Holtzmann disappears from the firehouse for five consecutive hours on most Saturdays, and for most of the day on the first and third Sunday of every month. Erin does not notice it at first, but after six months of living and working at the fire house with her, Erin notices the pattern emerging. She is a scientist and she cannot help but spot the pattern, and then by extension wonder where Holtz goes. The engineer always comes back with plastic bags of junk food, or spoils from a dumpster, but that cannot really be where Holtz spends most of her weekends, can it?

“Hey,” Erin says to Abby one lazy Saturday where Holtz’s music is conspicuously absent. The fire house is quiet—too quiet—when the engineer is not in residence. It is eerie, and Erin does not like it.
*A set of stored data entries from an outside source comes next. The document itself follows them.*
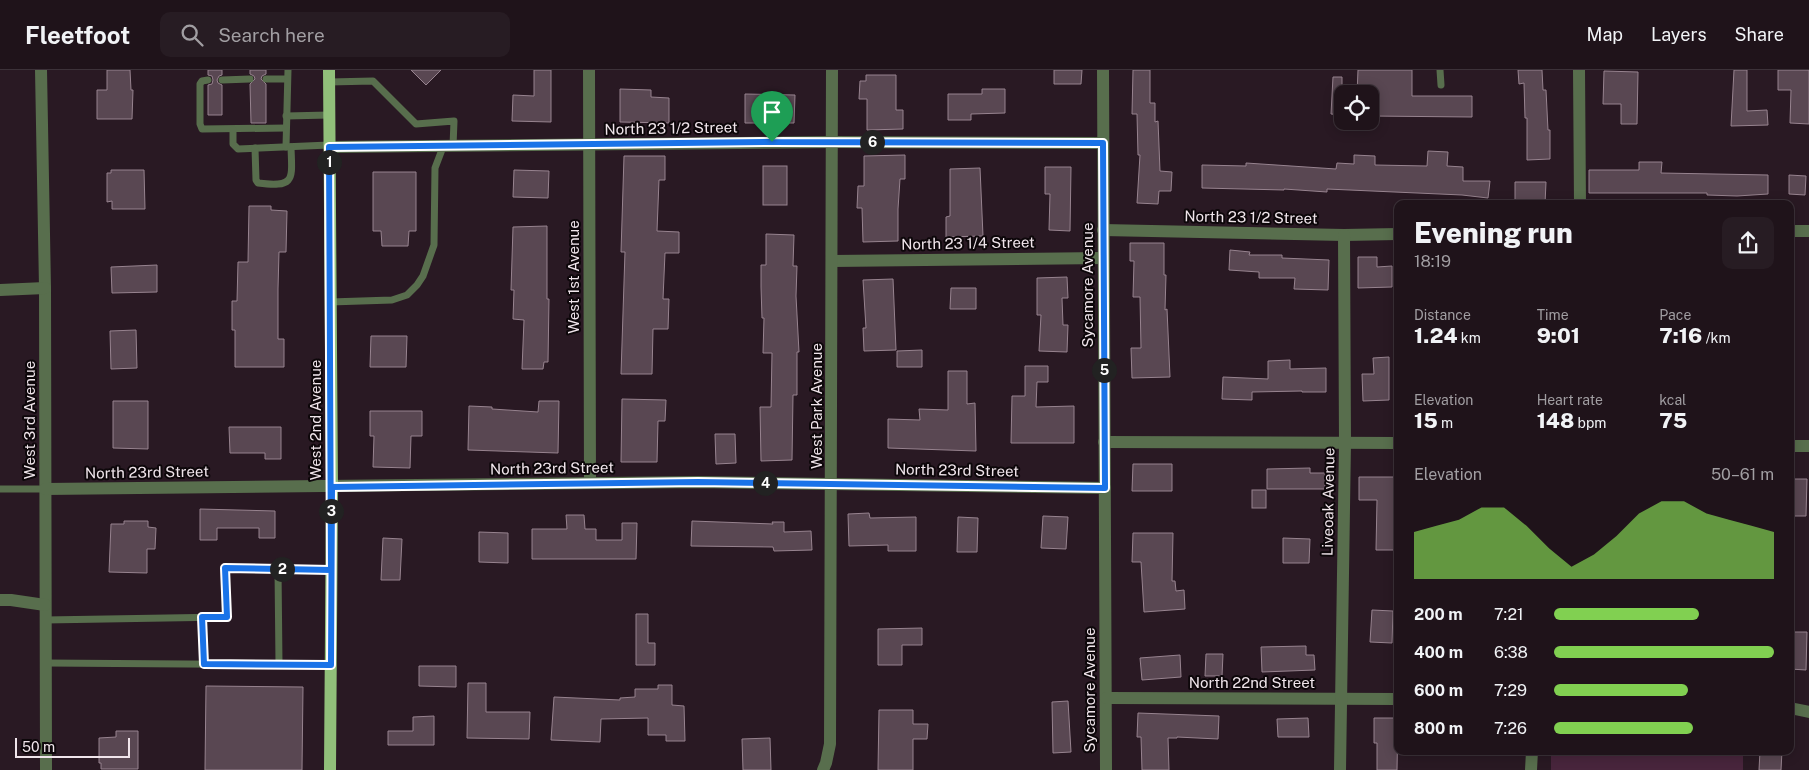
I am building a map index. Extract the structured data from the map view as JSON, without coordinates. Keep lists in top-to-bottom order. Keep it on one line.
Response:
{"streets":{"main road":["West 2nd Avenue"],"street":["North 23 1/2 Street","North 23 1/4 Street","West 1st Avenue","Sycamore Avenue","West Park Avenue","West 3rd Avenue","North 23rd Street","Liveoak Avenue","North 22nd Street"]},"crossings":[["North 23 1/2 Street","West 1st Avenue"],["North 23 1/2 Street","Sycamore Avenue"],["North 23 1/2 Street","West Park Avenue"],["North 23 1/2 Street","West 2nd Avenue"],["North 23 1/2 Street","Liveoak Avenue"],["North 23 1/4 Street","Sycamore Avenue"],["North 23 1/4 Street","West Park Avenue"],["West 1st Avenue","North 23rd Street"],["Sycamore Avenue","North 23rd Street"],["Sycamore Avenue","North 22nd Street"],["West Park Avenue","North 23rd Street"],["West 3rd Avenue","North 23rd Street"],["West 2nd Avenue","North 23rd Street"],["Liveoak Avenue","North 22nd Street"]],"scale_bar":"50 m","page":{"header":"Fleetfoot","search":"Search here","nav":["Map","Layers","Share"],"pins":["6","1","5","4","3","2"],"heading":["Evening run","18:19"],"stats":[["Distance","1.24 km"],["Time","9:01"],["Pace","7:16 /km"],["Elevation","15 m"],["Heart rate","148 bpm"],["kcal","75"]],"chart":["Elevation","50–61 m"],"list":[{"name":"200 m","note":"7:21"},{"name":"400 m","note":"6:38"},{"name":"600 m","note":"7:29"},{"name":"800 m","note":"7:26"}],"scale":"50 m"}}
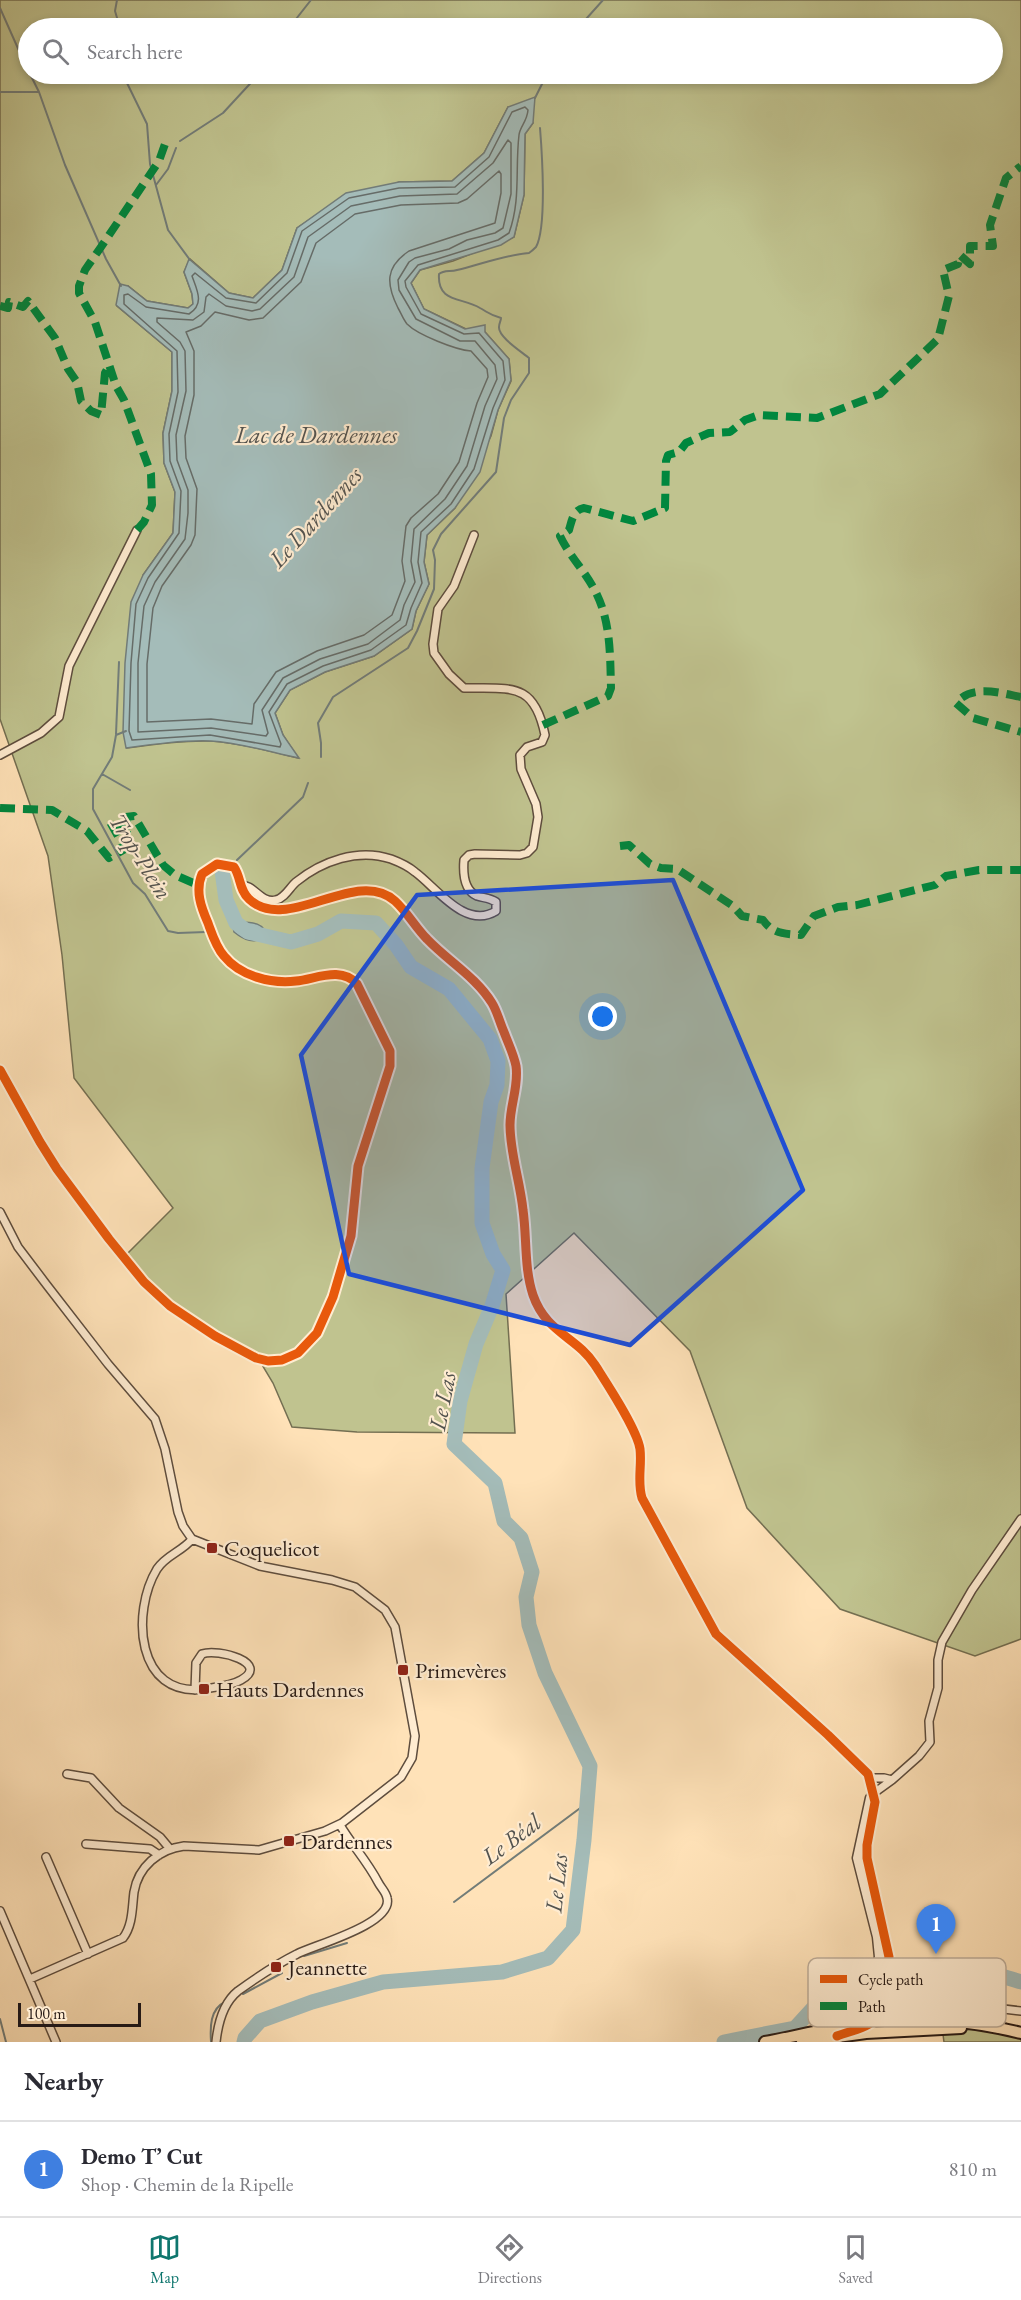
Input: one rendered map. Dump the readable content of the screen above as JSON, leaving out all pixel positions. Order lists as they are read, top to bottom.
{
  "water": [
    "Lac de Dardennes",
    "Le Dardennes",
    "Trop-Plein",
    "Le Las",
    "Le Béal"
  ],
  "places": {
    "transit": [
      "Coquelicot",
      "Primevères",
      "Hauts Dardennes",
      "Dardennes",
      "Jeannette"
    ]
  },
  "legend": ["Cycle path", "Path"],
  "scale_bar": "100 m",
  "page": {
    "search": "Search here",
    "pins": "1",
    "scale": "100 m",
    "heading": "Nearby",
    "list": [
      {
        "mark": "1",
        "name": "Demo T’ Cut",
        "note": "Shop · Chemin de la Ripelle",
        "value": "810 m"
      }
    ],
    "nav": ["Map", "Directions", "Saved"]
  }
}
It breaks her routine of waking up to the sound of the 80s and the smell of coffee and then working the entire day with both in the background.

Abby looks up from her laptop; she’s working on a new book about their findings. It is already highly anticipated, and she is not even past the first draft yet. “What’s up?”

“Do you know where Holtz goes on the weekends?”

Abby either does not know or is being very tight lipped about Holtzmann’s private life; she replies in the negative, and tells her to ask Holtzmann herself. This frustrates Erin; Holtz is perhaps the most friendly person Erin knows, but also the most private. Abby, meanwhile, is the type of person to know when the facts of one’s life should remain secret; it was one of the reasons Erin and Abby became such good friends as children—but it is also, Erin finds, one of the most infuriating things about her.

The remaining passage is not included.